Il eſt peut-être utile qu’il y ait deux partis dans une République, parce que l’un veille ſur l’autre, & que les hommes ont beſoin de ſurveillants. Il n’eſt peut-être pas ſi honteux qu’on le croit, qu’une République ait beſoin de Médiateurs ; cela prouve à la vérité qu’il y a de l’opiniatreté des deux côtés, mais cela prouve auſſi qu’il y a de part & d’autre beaucoup d’eſprit, beaucoup de lumieres, une grande ſagacité à interpréter les Loix dans des ſens différents ; & c’eſt alors qu’il faut néceſſairement des arbitres qui éclairciſſent les loix conteſtées, qui les changent s’il eſt néceſſaire, & qui préviennent des changements nouveaux autant qu’il eſt poſſible. On a dit mille fois que l’autorité veut toujours croître, & le peuple toujours ſe plaindre ; qu’il ne faut ni céder à toutes ſes Répréſentations, ni les rejetter toutes ; qu’il faut un frein à l’autorité & à la liberté ; qu’on doit tenir la balance égale ; mais où eſt le point d’apui ? qui le fixera ? ce ſera le chef d’œuvre de la raiſon & de l’impartialité.

LI.

En vérité, MM. de Geneve, vous avés bien tort de vous donner tant de peines & de faire venir à grands frais des Médiateurs pour calmer vos diſſenſions. Vous avez à votre porte un homme inſtruit qui dans les profondeurs de ſa politique a trouvé qu’il eſt de votre intérêt que votre République demeure dans cet état de diſcorde qui la partage. Votre diviſion ne vous afflige que parce que vous méconnoiſſés votre bonheur, & le principe de votre sûreté. Les Licurgue, les Solon, les Charondas & tant d’autres en donnant des loix aux hommes, ſe ſont appliqués à leur inſpirer des ſentimens d’union & de paix : ç’a été le but de leur légiſlation. Avec toute la fineſſe de leurs vues ils ſe ſont trompés, & vous vous trompés après eux. Votre humanité, votre zele, votre amour de la Patrie cherchent à éteindre le feu qui la conſume ; au contraire ſi vous aimés votre bien, donnés à ce feu de l’aliment : vous craignés que de plus longues conteſtations ne deviennent pernicieuſes à la ſanté de l’Etat ; l’on vous dit qu’elles aſſurent ſa conſervation, & à vos familles le repos & la félicité. Euſſiéz-vous deviné, Mrs. qu’un ſi grand avantage dût naître d’un mal qui lui paroiſſoit ſi contraire. C’eſt le miel trouvé dans la gueule du lion. Convenons que nos nouveaux Philoſophes ont une ſagacité merveilleuſe, une pénétration d’eſprit qui découvre ce qu’il y a de plus caché dans les cauſes. Les ſiécles précédents ont-ils jamais rien produit qui approche du mérite de leur Licée ?

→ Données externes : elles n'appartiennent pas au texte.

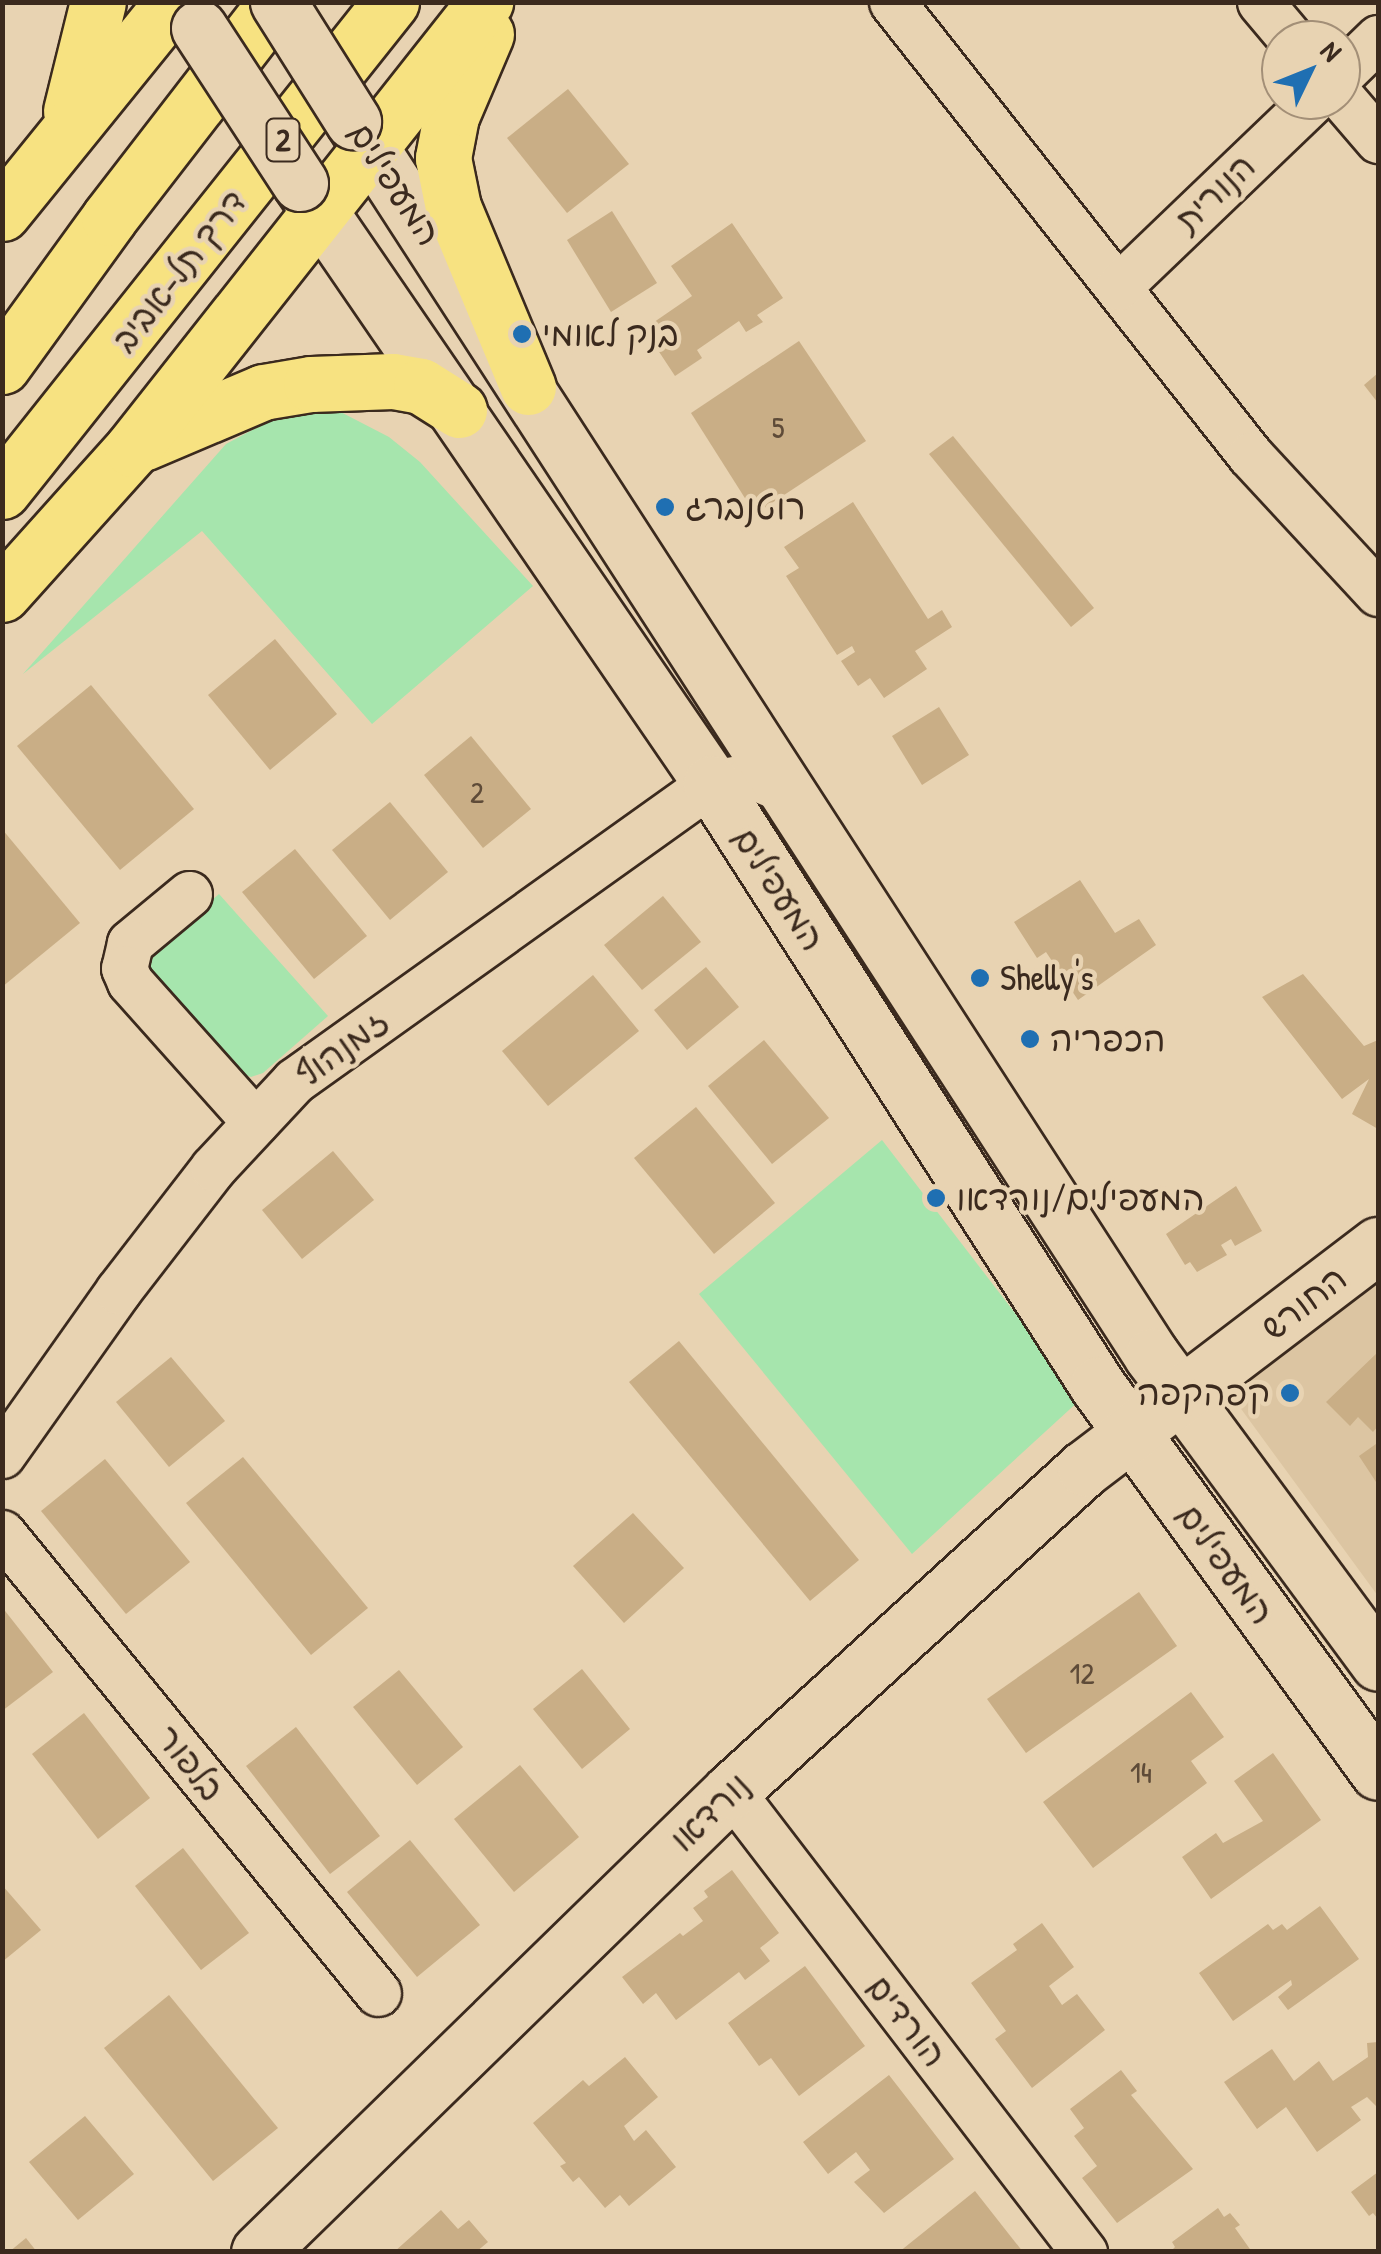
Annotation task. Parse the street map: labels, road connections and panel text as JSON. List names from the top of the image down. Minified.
{"streets":{"highway":["2","דרך תל-אביב"],"street":["המעפילים","הנורית","זמנהוף","החורש","בלפור","נורדאו","הורדים"]},"crossings":[["המעפילים","זמנהוף"],["המעפילים","החורש"],["המעפילים","נורדאו"],["החורש","נורדאו"],["נורדאו","הורדים"]],"places":["בנק לאומי","רוטנברג","Shelly's","הכפריה","המעפילים/נורדאו","קפהקפה"],"house_numbers":["5","2","12","14"],"north":"top right"}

Cependant afin de bien connoître l’eſprit de l’auteur & la bonté de ſa maxime, eſſayons de la rapprocher de la fin de l’inſtitution politique. L’objet eſſentiel de la légiſlation eſt de former un corps de ſociété par la ſubordination des intérêts particuliers à l’intérêt public, & de lier ceux-là entr’eux par ce rapport commun. L’intérêt du corps eſt le centre auquel tous les autres viennent aboutir : l’intérêt particulier à ſon tour reçoit de l’intérêt commun un ſecours d’aſſiſtance, de force & de protection. Tel l’eſtomach dans le corps humain, il jouit ſeul du travail des membres qui lui ſont unis, & les membres reçoivent de lui des principes de vie qui les ſoutiennent. Voilà une image ſenſible des rapports & de l’harmonie qui forme l’unité du corps politique. La communication des rapports vient-elle à être altérée, les membres n’ont plus la même vigueur ; le corps n’a plus la même conſiſtance ; l’on n’y retrouve plus la conſtitution eſſentielle de la ſociété. La diviſion eſt donc pour elle un état de violence qui ne peut ſubſiſter ; ou la ſociété doit ſe détruire, ou la diviſion doit ceſſer. Auſſi les anciens Romains ne virent qu’avec frayeur les diviſions qui agitoient leur République ; aucun ne s’aviſa d’imaginer qu’il étoit de leur intérêt de fomenter la diſſenſion. Il eſt queſtion de ſavoir qui a tort du Peuple ou du Sénat, diſoit un de ces graves Romains dans la circonſtance critique de l’affaire des dettes ; lequel de ces deux ordres a violé le premier cette ſociété commune qui doit être entre les Citoyens d’une même République. Ces honnêtes gens aimoient & cherchoient la paix entre eux ; ils n’entendoient pas mieux la politique. Hélas ! pourquoi M. D. V. n’a t-il pas vecu de leur tems ?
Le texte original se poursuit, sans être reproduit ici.